Kia have been having a good run over the past few years in terms of having a product line-up with good-looking models, however things seem to be changing especially when you look at the new Kia Niro. I wouldn’t go as far as to call it outright ugly, but it’s still not really a car that you would buy based on its looks alone. So, with two weeks to use it as my daily runabout, I had more than enough time to find out what other good qualities it has, and if other well-established hybrids such as the Toyota Prius deserve to be overlooked in favour of this new offering.
The Niro is a lot bigger in the metal than pictures would suggest. Initially you would think of it as merely a big hatchback, but being designated a mini-SUV isn't a stretch either. While the outside looks of the new Niro is a subjective matter, the inside is less so. There is a decent amount of space to be had for both front and rear passengers, and the overall layout and quality of materials used is quite good. The trunk is a good size, easily taking a couple of big suitcases and small bags, and with the rear seats folded down you end up getting quite a useful loading bay as well.
What you're working with
Powering the new Niro is a 1.6-litre petrol engine combined with an electric motor, sending power to the front wheels only. The combined power output is 141hp and 265Nm of torque, which goes exclusively through a six-speed double-clutch transmission.
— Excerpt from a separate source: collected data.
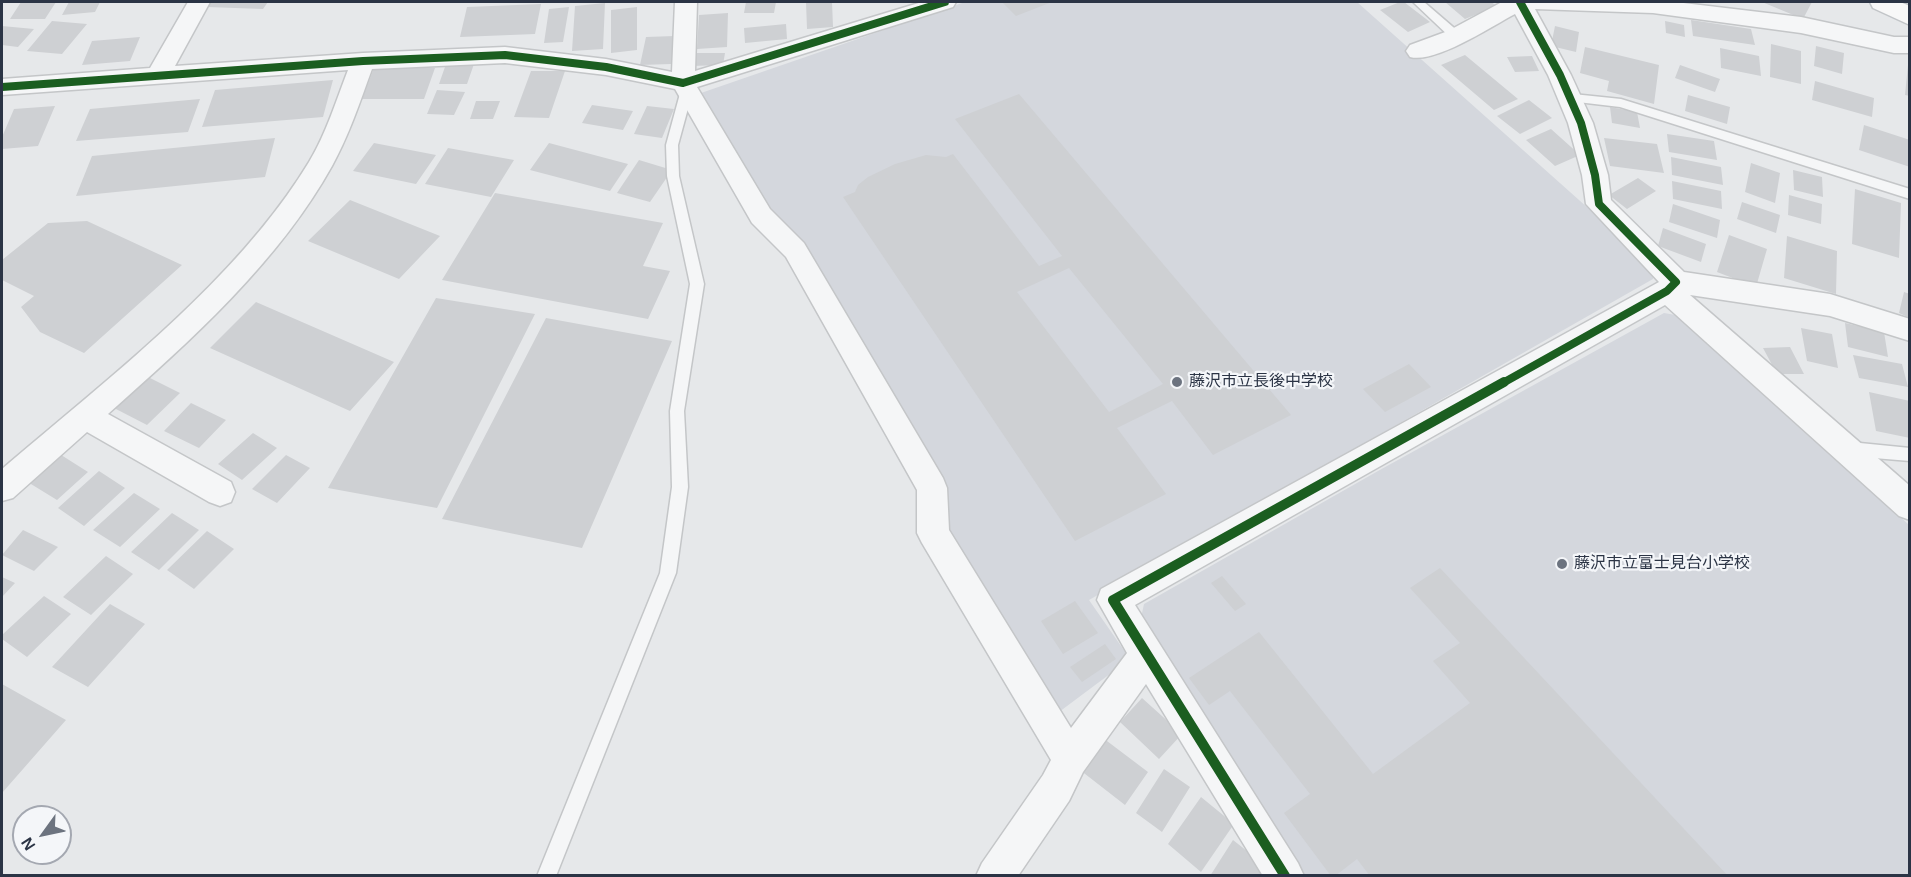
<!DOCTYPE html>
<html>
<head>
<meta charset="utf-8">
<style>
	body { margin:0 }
	#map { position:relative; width:1911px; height:877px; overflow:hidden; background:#e6e8ea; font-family:Helvetica,sans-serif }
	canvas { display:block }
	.frame { position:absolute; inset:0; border:3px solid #2b3445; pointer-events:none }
	.north { position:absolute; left:12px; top:805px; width:60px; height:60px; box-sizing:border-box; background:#f4f6f9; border:2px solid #a4a8b1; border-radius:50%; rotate:237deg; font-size:16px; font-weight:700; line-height:24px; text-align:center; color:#2b3445 }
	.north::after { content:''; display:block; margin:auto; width:21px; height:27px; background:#6c737f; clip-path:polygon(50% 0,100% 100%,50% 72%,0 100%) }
</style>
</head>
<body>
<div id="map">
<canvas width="1911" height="877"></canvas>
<div class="frame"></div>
<div class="north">N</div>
</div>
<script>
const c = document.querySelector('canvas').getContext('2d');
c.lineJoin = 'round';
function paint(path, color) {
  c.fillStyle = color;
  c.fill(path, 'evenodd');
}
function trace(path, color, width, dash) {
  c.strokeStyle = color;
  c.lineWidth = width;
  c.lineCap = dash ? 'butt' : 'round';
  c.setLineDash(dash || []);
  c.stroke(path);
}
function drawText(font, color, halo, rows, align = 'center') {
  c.font = font + ' Helvetica,"Noto Sans JP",sans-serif';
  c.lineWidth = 4.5;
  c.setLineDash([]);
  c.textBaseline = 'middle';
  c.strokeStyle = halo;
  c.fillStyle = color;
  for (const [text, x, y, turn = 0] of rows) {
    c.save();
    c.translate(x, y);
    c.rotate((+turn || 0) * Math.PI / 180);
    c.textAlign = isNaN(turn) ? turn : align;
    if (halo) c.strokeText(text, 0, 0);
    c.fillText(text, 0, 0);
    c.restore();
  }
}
paint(new Path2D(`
	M965,2H1357L1653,266V279L1089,600L1130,659L1055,715L945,531L773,220L700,102L701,93Z
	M1664,313L1687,317L1909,525V875H1301L1139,627L1144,604L1378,471Z`), '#d4d7dd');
paint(new Path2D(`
	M21,2H56L45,19H10Z
	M69,2H100L95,12L62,15Z
	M211,2H268L263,9L207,7Z
	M746,2H776L774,13H744Z
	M806,2H832L833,27L807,29Z
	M1002,2H1052L1016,16Z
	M1400,2H1404L1430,22L1408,32L1380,10Z
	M1445,2H1491L1497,6L1465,19Z
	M1762,2H1812L1803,19Z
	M605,3L603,49L572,51L575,6Z
	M541,4L535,34L460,37L467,7Z
	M569,7L563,42L544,43L549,9Z
	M637,7V50L611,53V10Z
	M728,13L727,47L697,49L699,15Z
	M1691,20L1751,29L1755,45L1693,36Z
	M52,21L87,24L62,54L27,51Z
	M1665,21L1684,25L1685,37L1666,33Z
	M786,24L787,39L745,43L744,28Z
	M2,26L34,29L18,47L2,45Z
	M1555,26L1579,32L1576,52L1551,46Z
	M675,36L671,64L640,65L646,37Z
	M140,37L130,61L82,65L92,41Z
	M1771,44L1801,51V84L1770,77Z
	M1816,46L1844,53L1842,74L1814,66Z
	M1585,47L1659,65L1654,104L1607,91L1609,81L1580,73Z
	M1720,48L1759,56L1761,76L1721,68Z
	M693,53H725L723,65L691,66Z
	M1465,55L1518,99L1494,110L1441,65Z
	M1532,56L1539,71L1515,72L1507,57Z
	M446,64H474L467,84H439Z
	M1680,65L1720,79L1715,92L1675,78Z
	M1908,65H1910V96L1905,95Z
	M374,68H435L424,99H362Z
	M531,71H565L549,118L514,117Z
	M333,80L323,117L202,127L215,90Z
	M1815,81L1874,98L1872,117L1812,100Z
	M437,90L465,92L454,115L427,114Z
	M1019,94L1291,415L1213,455L1172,401L1117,428L1166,494L1075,541L843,197L855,192L858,185L868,177L895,164L926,155L946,157L953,154L1039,266L1062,256L955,119ZM1069,268L1163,384L1109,412L1017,292Z
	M1688,95L1730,107L1727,124L1685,111Z
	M200,99L188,132L76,141L90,109Z
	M1529,100L1552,118L1520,134L1497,116Z
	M476,101H500L493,119H470Z
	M592,105L633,111L623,130L582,123Z
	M55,106L38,146L2,149V137L14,109Z
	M647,106L674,109L662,138L634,134Z
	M1610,107L1637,112L1640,128L1612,123Z
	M1864,125L1910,140V167L1859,150Z
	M1551,129L1580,155L1555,166L1526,140Z
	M1667,134L1714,141L1717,160L1669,152Z
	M275,138L265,177L76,196L92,156Z
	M1604,138L1657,144L1664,173L1610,166Z
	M374,143L436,155L416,184L353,171Z
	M549,143L628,164L610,191L530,170Z
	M448,148L514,160L491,197L425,184Z
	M1671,157L1721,167L1723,185L1672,175Z
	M639,160L672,170L650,202L617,193Z
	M1751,163L1780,173L1775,203L1745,192Z
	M1793,170L1822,177L1823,197L1794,190Z
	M1638,178L1656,191L1627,209L1609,195Z
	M1672,181L1721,191L1722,209L1673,199Z
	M1855,189L1901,203L1899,258L1852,244Z
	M495,193L663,223L643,266L670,271L648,319L442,280Z
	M1789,195L1822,204L1821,224L1788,215Z
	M350,200L440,236L399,279L308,241Z
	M1742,202L1780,215L1776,233L1737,219Z
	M1673,204L1720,220L1717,238L1669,222Z
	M87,221L182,265L84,353L40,332L21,307L34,296L2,280V260L48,223Z
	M1663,228L1706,244L1701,262L1658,246Z
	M1729,235L1767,249L1756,287L1717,272Z
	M1787,236L1837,251L1836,294L1784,278Z
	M1904,292L1910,294V318L1899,313Z
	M436,298L535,314L437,508L328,488Z
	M256,302L394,362L350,411L210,348Z
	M546,318L672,341L582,548L442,519Z
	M1845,323L1884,332L1888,357L1848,347Z
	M1801,328L1832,334L1838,368L1807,361Z
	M1790,347L1804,374H1777L1763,348Z
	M1853,355L1902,364L1908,387L1859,378Z
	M1409,364L1431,387L1385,412L1363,389Z
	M148,377L180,393L147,425L114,408Z
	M1869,392L1910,401V438L1876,431Z
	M191,403L226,420L199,448L164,431Z
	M253,433L277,448L242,480L218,464Z
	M58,453L88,472L57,500L26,481Z
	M286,455L310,468L277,503L252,489Z
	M99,471L125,488L84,526L58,508Z
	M134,493L160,509L120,547L93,530Z
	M172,513L199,530L159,570L131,552Z
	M23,530L58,547L34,571L2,555Z
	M207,531L234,549L194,589L167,570Z
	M106,556L133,574L91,615L63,597Z
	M1440,568L1728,876H1370L1357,859L1335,876H1331L1284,813L1310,794L1230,691L1209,705L1189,678L1259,632L1373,774L1470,703L1433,661L1460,643L1410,588Z
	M1222,576L1246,604L1235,611L1211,583Z
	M2,577L15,583L2,597Z
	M44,596L71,614L27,657L2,639V635Z
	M1075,601L1098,633L1063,654L1041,621Z
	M110,604L145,624L88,687L52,667Z
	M1105,644L1116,659L1082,682L1070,667Z
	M2,684L66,720L2,793Z
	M1142,698L1182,734L1159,759L1120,722Z
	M1103,738L1148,772L1125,805L1080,770Z
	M1164,769L1190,787L1162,832L1136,813Z
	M1201,797L1234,824L1201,872L1168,844Z
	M1233,840L1266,866L1260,876H1210Z`), '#ced0d3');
const lane = new Path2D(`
	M1413,2H1424L1460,33V39H1452Z
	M687,86L693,90L678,145L679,176L704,284L684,411L688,487L676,573L556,876H537L660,573L672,487L670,411L690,284L667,176L666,145L681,90Z
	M1573,94L1621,99L1910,189V199L1620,107L1569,101V95Z
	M1850,442L1910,448V461L1850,456L1845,454L1842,449L1845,444Z`);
const street = new Path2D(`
	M188,2H210L175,66L363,53L505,47L606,59L672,72L675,2H697L695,71L922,2H956L953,7L697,87L770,209L804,243L943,478L947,488L949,530L1071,728L1127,653L1097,600L1101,589L1659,282L1586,204L1582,175L1568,123L1548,75L1515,14C1492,26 1435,64 1410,57L1406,51L1410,45L1448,31L1502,2H1675L1801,17L1894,37H1910V53H1894L1801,33L1653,13L1535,9L1571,75L1593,123L1608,175L1611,200L1684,272L1830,294L1910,319V341L1830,316L1690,295L1910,486V520L1899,516L1665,305L1135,605L1298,863L1304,876H1263L1146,684L1083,772L1069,801L1018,876H976L982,863L1043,775L1051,760L922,543L917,533V490L786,257L752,223L675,89L606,75L505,63L372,69C360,102 349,135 332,166C278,263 190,341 108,414L231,482L235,492L231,502L220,506L209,502L87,432L13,498L2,501V469C106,380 237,281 309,162C326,134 336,101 348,70L2,95V79L150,68Z`);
const primary = new Path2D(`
	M1870,2H1900L1910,6V25L1873,8Z`);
trace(lane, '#c4c6c8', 3);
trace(street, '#c4c6c8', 3);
trace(primary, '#c2c5c8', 3);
paint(lane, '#f5f6f7');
paint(street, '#f5f6f7');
paint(primary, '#f8f8f8');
trace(new Path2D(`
	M2,87L363,61L505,55L606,67L683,83L945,2
	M1501,384L1667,291L1676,282L1599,204L1595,175L1581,123L1560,75L1520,2`), '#1b5e20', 8);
trace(new Path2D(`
	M1285,876L1113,600L1504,382`), '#1b5e20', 10);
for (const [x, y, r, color] of [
	[1177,382,6,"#6c737f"],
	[1562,564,6,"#6c737f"]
]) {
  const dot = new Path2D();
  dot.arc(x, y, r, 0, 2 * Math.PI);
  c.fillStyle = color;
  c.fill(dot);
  trace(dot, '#f4f6f9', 2);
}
drawText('16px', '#2b3445', '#f4f6f9', [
	["藤沢市立長後中学校",1189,382],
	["藤沢市立富士見台小学校",1574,564]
], 'left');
</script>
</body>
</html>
Claimed CO2 emission and fuel consumption figures are; 88g/km, 3.8l/100km combined, 3.8l/100km in the city and 3.9l/100km on the highway. Acceleration from 0-100km is 11.5 sec and top speed is 162km/h.
Making a car that’s affordable, economic, easy to drive and available with plenty of cool features is what really sells a family-friendly car, and for the most part the Kia Niro delivers. This test car costs CHF 37,450 with the Style trim, with optional extras being the 18-inch wheels (CHF 450) and metallic paint (CHF 590).
Fuel economy and driving
While fuel consumption in the new Niro is indeed low, it will be difficult for most people to match Kia’s claimed economy figures. With mixed driving conditions and a total of 550.2km of driving in two weeks, the trip computer showed that my average was 6.4l/100km. Someone with a lighter right foot would have probably gotten a better figure, but probably not by much.
Driving the Niro is a very easy affair, with the steering being light at low speeds and slightly heavier when you gather pace. The steering responds well enough when the road begins to twist, and body control is also quite good, with minimal roll when you go through tight corners. The throttle response is typical hybrid when left in normal mode, meaning that it can be a bit sluggish when you want sharp response at low speed. However when you place the gear lever in ‘S’, the throttle response is quite good, with fast and smooth gear changes accompanying the car’s newfound eagerness to accelerate. The Niro drives very much like a well-sorted hatchback rather than an SUV, so it rides quite well and is by no means intimidating to drive. It isn’t as comfortable as a Toyota Prius however, feeling firmer on imperfect surfaces, but at the same time it’s never really uncomfortable.
Using the features found in the Niro is pretty straightforward, being intuitive to use and having a decent display screen. Pairing my phone to the car was an easy affair, and having a wireless charging spot proved to be very useful and much appreciated. I did have trouble pairing my iPod as it wouldn’t be picked up by the system – no such problem in any other car with Bluetooth, including a Mercedes Benz Sprinter van. Having a heated steering wheel is always great when you have hands that freeze up at even the lightest of breezes like I do, and a useful 220V socket is available for other accessories. Other features include heated front and rear seats, satellite navigation, a reverse camera, an SD card slot, USB slot, aux-in slot, as well as two 12V sockets.
Is it worth it?
The Kia Niro makes a great case for itself for being a viable alternative to the hybrid benchmark Toyota Prius. The only thing that might work against the Niro is indeed the price, at CHF 37,450 it has a base price that is nearly CHF 2,500 more than that of the Prius. However, it is economic, spacious, comfortable, well-equipped, and although it looks rather strange – to my eyes – it’s nowhere near as awkward-looking as the current Prius. The lack of all-wheel drive might deter some people, but as many SUV drivers don’t take their cars off road anyway, I doubt this will be of great concern to Kia. Also, a seven-year/150,000km warranty might just be the thing that ultimately seals the deal for any prospective buyers.